M. François Braun, ministre de la santé et de la prévention. Madame la sénatrice Le Houerou, les personnels de psychiatrie exercent dans des conditions difficiles, qui se sont encore accentuées, nous le savons tous, à l'issue de la crise de la covid-19, qui a accru la détérioration de la santé mentale, y compris chez les enfants, ce qui est inquiétant. Je rends hommage au travail qui est fait par l'ensemble de ces professionnels.

La volonté de ce Gouvernement est que nos concitoyens aient tous accès à la prévention et aux soins. C'est l'objet de la refondation et de la réforme que je souhaite conduire. Les Assises de la psychiatrie et de la santé mentale se sont déroulées l'année dernière, et nous allons en faire le bilan très prochainement. Le dispositif MonPsy, qui donne accès à des psychologues cliniciens, montre tout son intérêt, tout comme la mise en place du numéro national de prévention du suicide.

Des enveloppes financières importantes et pérennes ont été mises en place depuis 2018, et seront prolongées dans les années qui viennent, à destination, entre autres, des établissements de psychiatrie, qui doivent être réformés.

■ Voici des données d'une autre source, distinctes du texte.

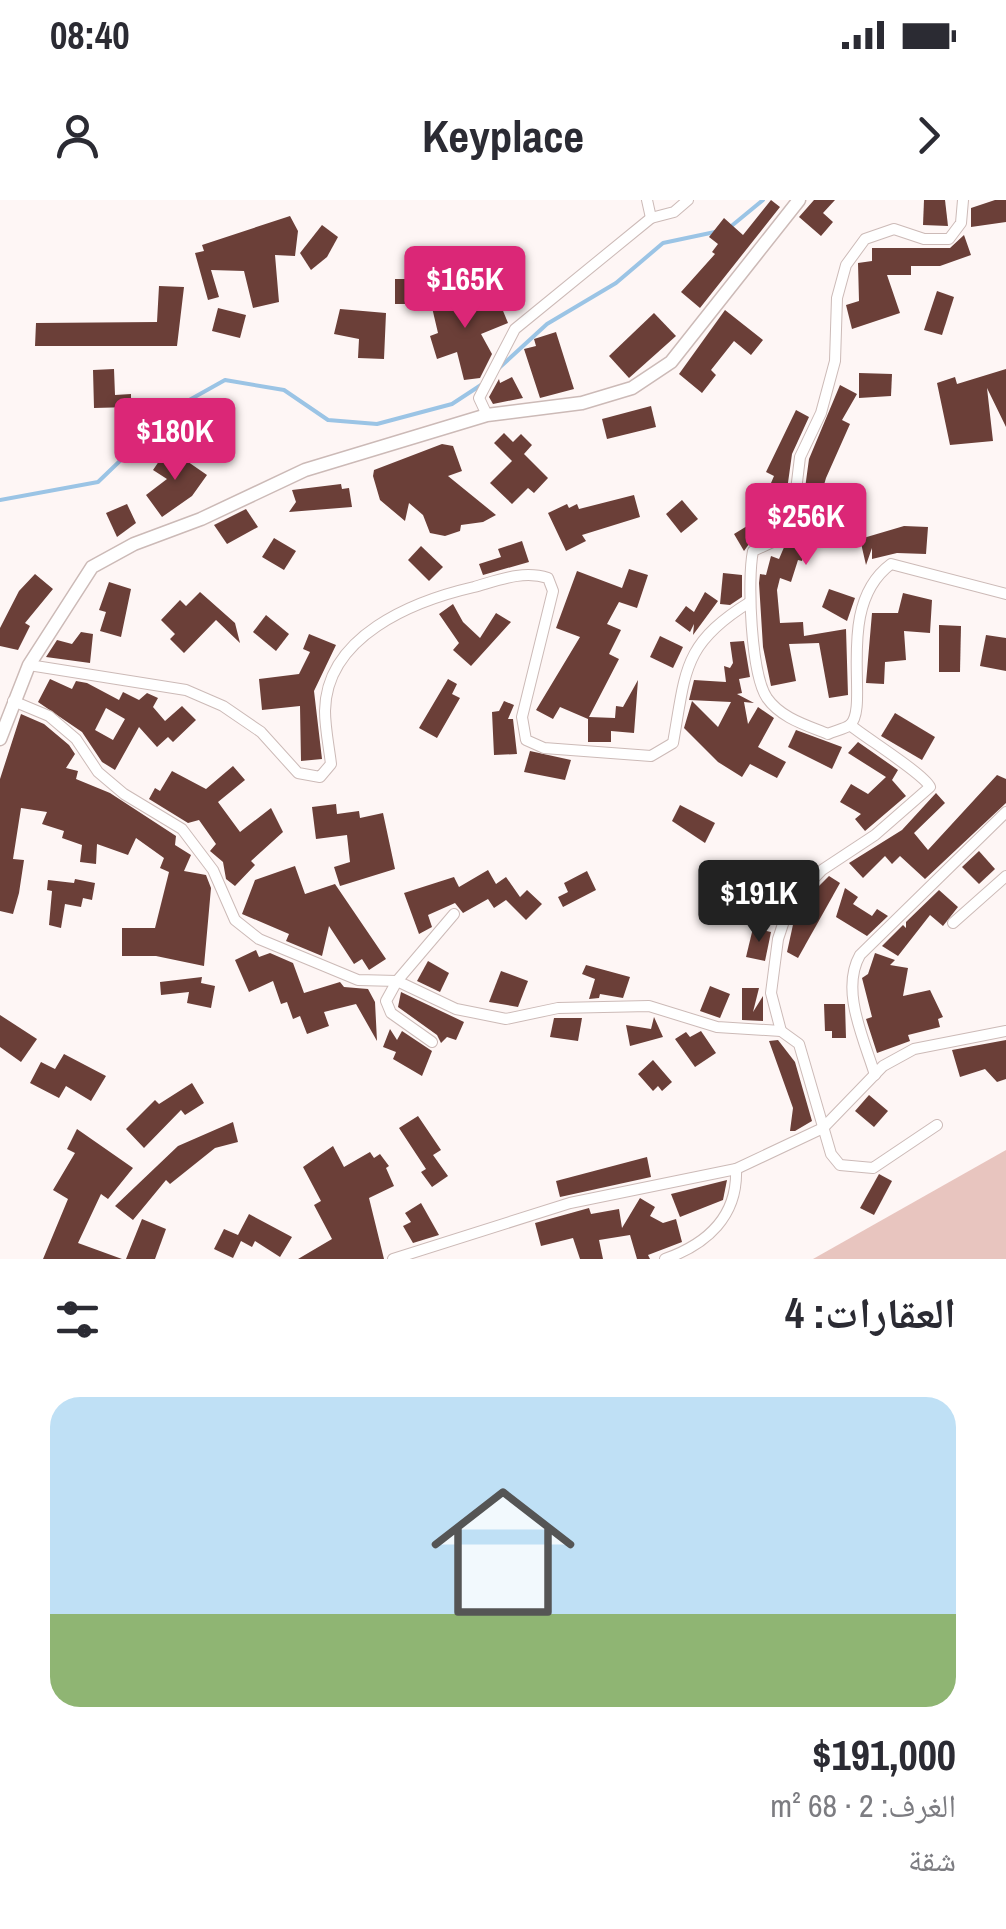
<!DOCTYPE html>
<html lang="ar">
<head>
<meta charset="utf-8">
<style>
  :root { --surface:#fff; --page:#f7f7f7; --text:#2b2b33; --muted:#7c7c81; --line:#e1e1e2; --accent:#db2777 }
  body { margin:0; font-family:"Archivo Narrow","Noto Naskh Arabic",sans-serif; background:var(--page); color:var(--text); direction:rtl; height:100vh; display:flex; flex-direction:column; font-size:38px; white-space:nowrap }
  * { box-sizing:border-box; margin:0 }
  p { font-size:32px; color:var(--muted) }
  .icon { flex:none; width:55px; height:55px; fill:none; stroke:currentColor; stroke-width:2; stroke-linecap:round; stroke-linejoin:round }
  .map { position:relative; height:1059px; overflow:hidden; direction:ltr }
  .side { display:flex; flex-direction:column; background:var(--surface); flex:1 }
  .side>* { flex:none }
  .price { position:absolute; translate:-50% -85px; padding:0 22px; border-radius:10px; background:var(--accent); color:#fff; font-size:32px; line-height:65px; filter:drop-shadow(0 2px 5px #0008) }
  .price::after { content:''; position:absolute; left:50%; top:60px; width:30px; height:22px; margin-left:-15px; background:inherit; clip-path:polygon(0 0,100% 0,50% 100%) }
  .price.active { background:#222; color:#fff }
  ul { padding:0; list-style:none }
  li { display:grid; align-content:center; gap:20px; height:530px; padding:0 50px }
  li+li { border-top:2px solid var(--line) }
  li span { display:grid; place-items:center; height:310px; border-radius:30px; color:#555 }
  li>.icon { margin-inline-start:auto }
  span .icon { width:180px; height:180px; fill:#fffc; stroke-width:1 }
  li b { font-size:42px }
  h2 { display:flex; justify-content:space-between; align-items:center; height:120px; padding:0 50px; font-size:42px }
  .status { display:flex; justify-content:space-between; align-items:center; height:70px; padding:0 50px; background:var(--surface); direction:ltr }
  .status svg { height:28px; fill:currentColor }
  header { display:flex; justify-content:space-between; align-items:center; height:130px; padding:0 50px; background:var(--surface); font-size:45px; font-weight:700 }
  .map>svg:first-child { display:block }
  .green { fill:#e8c5bf }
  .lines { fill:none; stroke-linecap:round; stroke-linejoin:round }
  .stream { stroke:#9bc4e5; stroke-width:4 }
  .building { fill:#6b3f38; fill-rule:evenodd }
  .minor-casing { stroke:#ccbab7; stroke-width:12 }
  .tertiary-casing { stroke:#ccbab7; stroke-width:15 }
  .minor { stroke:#fff; stroke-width:10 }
  .tertiary { stroke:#fff; stroke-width:12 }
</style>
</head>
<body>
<div class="status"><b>08:40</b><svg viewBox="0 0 49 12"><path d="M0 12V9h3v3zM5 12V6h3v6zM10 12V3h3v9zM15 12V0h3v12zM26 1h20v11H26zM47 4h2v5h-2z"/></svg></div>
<header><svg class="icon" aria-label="forward" viewBox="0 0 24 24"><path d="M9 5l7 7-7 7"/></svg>Keyplace<svg class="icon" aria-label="person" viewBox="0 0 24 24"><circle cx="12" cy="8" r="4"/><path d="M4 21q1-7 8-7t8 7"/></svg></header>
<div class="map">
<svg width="1006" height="1059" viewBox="0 0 1006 1059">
  <rect width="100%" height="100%" fill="#fef6f5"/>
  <path class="green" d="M1006 950V1059H813Z"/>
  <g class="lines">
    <g class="stream">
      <path d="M729 28 763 0"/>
      <path d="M499 168 547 124 616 83 663 43 715 32"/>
      <path d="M0 300 98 282 175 208 225 180 284 190 328 220 377 224 452 204 481 185"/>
    </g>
  </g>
  <g class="building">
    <path d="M771 0 780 7 700 108 681 92 715 54 712 52 718 44 709 37 724 18 743 35Z"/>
    <path d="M814 0H835L823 13 833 22 821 36 799 17Z"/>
    <path d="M924 0H945L948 26 923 25Z"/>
    <path d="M995 0H1006V22L971 27V8Z"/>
    <path d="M290 16 298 31 295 56 275 55 279 102 253 108 244 71 211 70 219 97 208 100 195 53 204 51 202 45Z"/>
    <path d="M322 25 338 37 327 57 311 70 300 53Z"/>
    <path d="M964 35 971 55 940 66H911V75H887L900 113 852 129 846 105 859 101 858 63 872 61V48H950Z"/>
    <rect x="395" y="79" width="25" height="25"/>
    <path d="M159 86 184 87 177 146H35L36 123 157 122Z"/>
    <path d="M466 91 475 111 499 101 508 123 481 134 492 154 480 178 464 180 457 152 437 159 430 136 438 133 430 99Z"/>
    <path d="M937 91 954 97 942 135 924 130Z"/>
    <path d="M218 108 246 115 240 138 212 131Z"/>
    <path d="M340 109 386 113 384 159 358 158 359 139 334 134Z"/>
    <path d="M725 110 763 140 751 155 734 141 711 170 716 175 702 193 679 174Z"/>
    <path d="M654 113 676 136 629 178 609 156Z"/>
    <path d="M556 132 574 189 540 198 524 149 536 146 534 139Z"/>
    <path d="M114 169 115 195 131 194V207L94 208 93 170Z"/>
    <path d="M1006 169V227L987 188 993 241 950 245 937 183 955 177 957 184Z"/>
    <path d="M859 173 892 174 891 196 859 198Z"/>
    <path d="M512 177 523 198 493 204 489 197 499 179 500 183Z"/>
    <path d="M840 185 857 194 842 220 850 224 826 278 802 361 798 360 791 382 780 378 777 390 780 423 803 422 804 436 846 429 848 495 829 498 819 443 789 444 796 481 771 486 763 447 759 383 760 374 766 375 771 356 779 359 803 303 809 259Z"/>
    <path d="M651 206 656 227 607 239 602 219Z"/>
    <path d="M796 210 809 217 792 254 786 297 770 333 749 344 744 351 734 334 752 323 759 336 770 311 765 308 769 299 765 297 774 276 766 272Z"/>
    <path d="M504 233 513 242 521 234 532 245 524 254 548 278 534 293 528 288 512 304 490 283 512 261 494 243Z"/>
    <path d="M442 244 453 246 462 271 448 276 496 315 483 322 461 325 460 331 445 336 430 333 423 315 409 303 405 321 380 300 373 276 374 270Z"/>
    <path d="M168 248 207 275 192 296 162 317 146 295 167 279 153 270Z"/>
    <path d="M341 284 342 289 349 288 352 307 289 312 296 302 292 290Z"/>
    <path d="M634 295 640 317 582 335 586 341 566 351 548 313 567 304 569 308 577 304 579 309Z"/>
    <path d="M682 300 698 319 681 333 666 314Z"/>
    <path d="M127 304 136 323 117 337 106 313Z"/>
    <path d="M246 309 258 327 227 344 214 325Z"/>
    <path d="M904 326 928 327 926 354 897 353 872 359V348L866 365 860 339Z"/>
    <path d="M274 338 296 351 284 370 262 357Z"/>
    <path d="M522 341 529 362 483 375 479 364 501 357 498 349Z"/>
    <path d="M421 346 443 367 429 381 408 360Z"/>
    <path d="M629 369 648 375 637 408 619 402 607 424 621 430 609 454 619 459 589 517 615 518 616 506 623 507 638 480 634 533 611 531V542H588V519L560 507 553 519 536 510 580 437 556 428 577 371 622 388Z"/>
    <path d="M723 373 742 375V397L730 405 720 404Z"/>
    <path d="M35 374 53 389 25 423 30 426 18 450 0 446V428L19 391Z"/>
    <path d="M109 382 131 389 121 437 100 431 106 412 99 410Z"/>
    <path d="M829 389 855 398 847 421 822 407Z"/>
    <path d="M200 392 235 423 240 443 216 420 184 453 170 439 175 434 161 420 180 400 186 406Z"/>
    <path d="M705 392 718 401 693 435 694 424 690 432 675 421 686 406 694 412Z"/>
    <path d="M903 393 932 400 930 433 904 431 906 460 885 462 884 484 866 483 872 413H898Z"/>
    <path d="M453 404 463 422 480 438 496 413 511 422 471 466 453 450 459 443 439 414Z"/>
    <path d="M266 415 289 434 276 451 253 432Z"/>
    <path d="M939 425 961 426 960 472H939Z"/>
    <path d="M81 432 93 434 90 463 46 457 57 440 72 444Z"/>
    <path d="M309 434 336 445 314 491 322 559 301 561 300 506 262 510 259 479 299 474 310 452 303 449Z"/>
    <path d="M986 435 1006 438V471L980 466Z"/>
    <path d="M660 436 683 447 673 468 650 457Z"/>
    <path d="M744 441 750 477 739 479 742 493 737 494 754 503 744 502 748 524 758 507 774 518 758 547 786 562 777 578 750 564 742 577 718 562 684 528 692 501 718 527 731 502 689 500 694 480 726 482 724 466 730 468 733 463 730 442Z"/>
    <path d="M50 479 72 489 76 481 87 483 119 500 123 492 139 500 147 493 158 498 153 507 165 521 182 506 196 520 173 542 168 537 157 547 139 527 115 570 102 562 82 532 38 502ZM106 508 125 519 113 540 95 530Z"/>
    <path d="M448 479 457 484 452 494 460 498 437 538 419 528Z"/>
    <path d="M504 501 514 505 508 519H513L517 554 494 555 492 512 499 511Z"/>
    <path d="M895 513 935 537 922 560 881 536Z"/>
    <path d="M21 514 44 524 69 545 75 554 66 568 78 571 76 579 110 593 176 636 175 645 191 655 184 671 206 675 211 688 204 766 156 756H122V728H155L169 672 160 668 164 658 136 638 128 655 97 644 96 664 80 662 82 645 62 638 64 631 42 624 47 612 21 608 13 659 24 660 19 693 13 714 0 711V579Z"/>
    <path d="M796 530 842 547 832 569 788 547Z"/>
    <path d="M858 542 898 570 892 580 906 596 865 631 855 619 861 614 840 602 851 584 868 594 886 577 848 553Z"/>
    <path d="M530 551 571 560 565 580 524 572Z"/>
    <path d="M233 566 245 580 218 602 240 632 271 608 283 632 251 661 255 665 235 686 226 679 223 662 210 651 216 644 199 620 188 623 149 599 155 588 160 591 172 571 206 589Z"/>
    <path d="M997 575 1006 579V603L925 679 900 656 892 664 885 656 863 678 849 663 902 630 936 593 945 603 914 633 928 650Z"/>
    <path d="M336 604 337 614 359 611 360 618 383 613 395 669 340 686 334 667 350 662 347 635 316 639 312 607Z"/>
    <path d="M680 605 715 623 705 643 672 621Z"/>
    <path d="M979 651 995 669 979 684 962 667Z"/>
    <path d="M295 666 305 694 335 684 386 759 369 770 362 759 354 764 329 726 322 756 286 741 289 734 242 714 255 680Z"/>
    <path d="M488 670 496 684 506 677 520 697 527 690 542 704 526 720 506 700 494 708 488 699 463 713 455 703 428 715 432 727 419 734 404 693 454 677 459 687Z"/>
    <path d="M587 671 596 690 563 707 558 697 568 692 564 683Z"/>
    <path d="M829 676 840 683 798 758 787 752 794 720 804 701Z"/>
    <path d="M75 679 95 683 92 700 83 698 81 707 65 704 61 728 49 725 52 691 47 690 48 680 74 683Z"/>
    <path d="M845 688 858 697 853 704 872 716 877 709 888 716 867 736 836 717Z"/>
    <path d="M939 690 958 707 943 726 930 715 898 756 882 746 903 725 906 728V722Z"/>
    <path d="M753 728 771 732 765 761 746 757Z"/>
    <path d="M256 750 259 757 270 753 293 763 304 793 340 782 344 787 368 789 375 802 377 841 356 804 324 812 329 826 307 834 300 816 293 819 287 802 281 804 273 781 249 792 235 760Z"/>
    <path d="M875 753 895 760 890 765 908 768 903 796 930 790 943 817 938 819 940 827 908 835 910 841 877 853 866 819 872 817 862 778 868 774Z"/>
    <path d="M428 761 449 773 440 792 417 781Z"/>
    <path d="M586 765 630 777 623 798 600 794 599 798 589 799 595 779 582 774Z"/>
    <path d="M501 771 528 781 518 807 489 802Z"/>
    <path d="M202 777 201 783 215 786 211 808 187 803 189 792 161 795 160 782Z"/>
    <path d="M710 786 730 794 720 818 700 811Z"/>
    <path d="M742 788H759L753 812 763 796V821L742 820Z"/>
    <path d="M401 792 464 822 456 840 447 837 441 843 437 835 398 807Z"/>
    <path d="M824 804H845L846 838H832V831H825Z"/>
    <path d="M0 815 37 839 21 862 0 847Z"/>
    <path d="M654 817 663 837 630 846 626 825 651 829Z"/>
    <path d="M554 818H582L578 841 550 837Z"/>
    <path d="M390 829 397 840 402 831 432 851 422 876 393 859 396 852 383 847Z"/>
    <path d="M701 831 716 853 695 867 675 839 686 832 690 837Z"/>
    <path d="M778 840 795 862 812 921 795 931H790L793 908 769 841Z"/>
    <path d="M1006 840V879L997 882 985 869 960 877 952 850Z"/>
    <path d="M64 854 106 876 91 901 66 886 59 898 30 883 41 862 55 869Z"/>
    <path d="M653 860 672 882 662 891 658 886 653 891 638 874Z"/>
    <path d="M192 883 204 903 185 915 181 910 144 948 126 929 155 900 159 904Z"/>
    <path d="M869 895 888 911 874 927 855 911Z"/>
    <path d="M418 916 441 950 433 955 448 976 432 987 421 972 426 969 399 928Z"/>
    <path d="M233 922 238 942 215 948 170 984 166 980 133 1020 115 1006 178 946Z"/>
    <path d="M77 929 133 968 108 999 101 994 78 1043 122 1059H43L68 999 53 990 75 953 67 949Z"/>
    <path d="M333 946 344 967 370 952 374 958 380 954 389 966 386 968 394 986 369 998 384 1059H298L332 1039 314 1005 321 1001 303 967Z"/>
    <path d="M647 957 651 977 560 997 556 981Z"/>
    <path d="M879 974 892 981 874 1015 860 1008Z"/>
    <path d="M727 980 723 1000 680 1017 671 994Z"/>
    <path d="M640 998 655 1007 650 1016 663 1023 676 1019 682 1042 648 1055 650 1059H637L630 1035 599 1040 603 1059H580L573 1038 541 1046 535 1023 589 1008 591 1014 619 1009 622 1028Z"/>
    <path d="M421 1003 439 1035 413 1043 403 1026 411 1022 405 1013Z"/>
    <path d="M249 1014 292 1037 280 1057 255 1041 252 1047 241 1041 233 1058 214 1049 224 1029 238 1035Z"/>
    <path d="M142 1019 166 1029 155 1059H126Z"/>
  </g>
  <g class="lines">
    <g class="minor-casing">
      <g id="minor">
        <path d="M647 0 651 18 674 12 688 0"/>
        <path d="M963 0 961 23 949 39H924L894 29 865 39 846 65 837 98 835 161 821 213 800 257 795 299 777 340 753 351C747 380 751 474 767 498 781 518 806 525 828 534 833 531 845 529 850 525 871 506 833 407 891 364L1006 394"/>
        <path d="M487 215 479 198 515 129 651 18"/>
        <path d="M29 465 186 490 223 506 261 532 298 573 320 577 331 564C329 547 325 528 325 511 326 436 413 401 474 387 499 380 523 370 548 378L553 391 522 517 526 540 544 548 651 556 673 543C686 471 682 444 750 402"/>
        <path d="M13 501 49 516 76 539 98 572 124 594 182 629 213 670 235 720 259 739 358 780 397 781 456 809 506 819 558 808 649 806 717 827 781 831 799 844 831 954 840 965 873 968 937 925"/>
        <path d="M953 723 1006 676"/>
        <path d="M781 831 771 793 778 739 790 703 822 670 875 635 930 587C924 574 866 538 850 525"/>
        <path d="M432 842 391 813 386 801 397 781 454 714"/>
        <path d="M875 875C864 839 840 790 860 755L1006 612"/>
        <path d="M393 1059 570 1003 736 969 823 928 883 866 914 849 1006 831"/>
        <path d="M665 1059C707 1044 738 1016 736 969"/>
      </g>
    </g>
    <g class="tertiary-casing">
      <path id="tertiary" d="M0 539 29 465 92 367 134 344 201 319 305 270 487 215 582 203 632 188 671 162 799 0"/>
    </g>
    <use href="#minor" class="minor"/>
    <use href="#tertiary" class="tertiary"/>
  </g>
</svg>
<b class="price" style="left:465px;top:131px">$165K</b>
<b class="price" style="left:175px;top:283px">$180K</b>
<b class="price" style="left:806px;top:368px">$256K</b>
<b class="price active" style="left:759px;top:745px">$191K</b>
</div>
<section class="side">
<h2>العقارات: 4<svg class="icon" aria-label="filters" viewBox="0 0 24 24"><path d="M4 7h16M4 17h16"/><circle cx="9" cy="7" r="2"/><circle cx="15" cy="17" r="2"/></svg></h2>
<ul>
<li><span style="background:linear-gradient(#bfe0f5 70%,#8fb573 0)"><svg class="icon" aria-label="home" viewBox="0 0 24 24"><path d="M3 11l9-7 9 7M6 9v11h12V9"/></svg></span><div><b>$191,000</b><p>الغرف: 2 · 68 m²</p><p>شقة</p></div></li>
</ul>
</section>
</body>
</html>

De façon structurelle, la psychiatrie subit les mêmes problèmes d'attractivité et de perte de sens que l'hôpital. Les solutions mises en place dans le cadre de l'objectif national de dépenses d'assurance maladie (Ondam), en particulier pour l'hôpital, seront bénéfiques pour la psychiatrie.

Sur le plan structurel, il y a plusieurs problèmes et deux combats à mener. Le premier combat se joue au niveau territorial, et consiste à travailler sur le maillage de l'accès aux soins non programmés et sur l'attractivité. Il est conduit dans le cadre des conseils nationaux de la refondation (CNR) territoriaux. Le second, au niveau national, consiste à accroître le nombre d'infirmiers en pratique avancée (IPA), à rendre plus facile l'accès aux psychologues, à réformer le financement pour une meilleure équité entre les territoires et les autorisations pour améliorer le maillage du territoire.

Nous avons intégré le cas particulier de la pédopsychiatrie aux travaux en cours avec les professionnels sur la santé de l'enfant et la pédiatrie et nous publierons une feuille de route au début du printemps. (Applaudissements sur les travées du groupe RDPI.)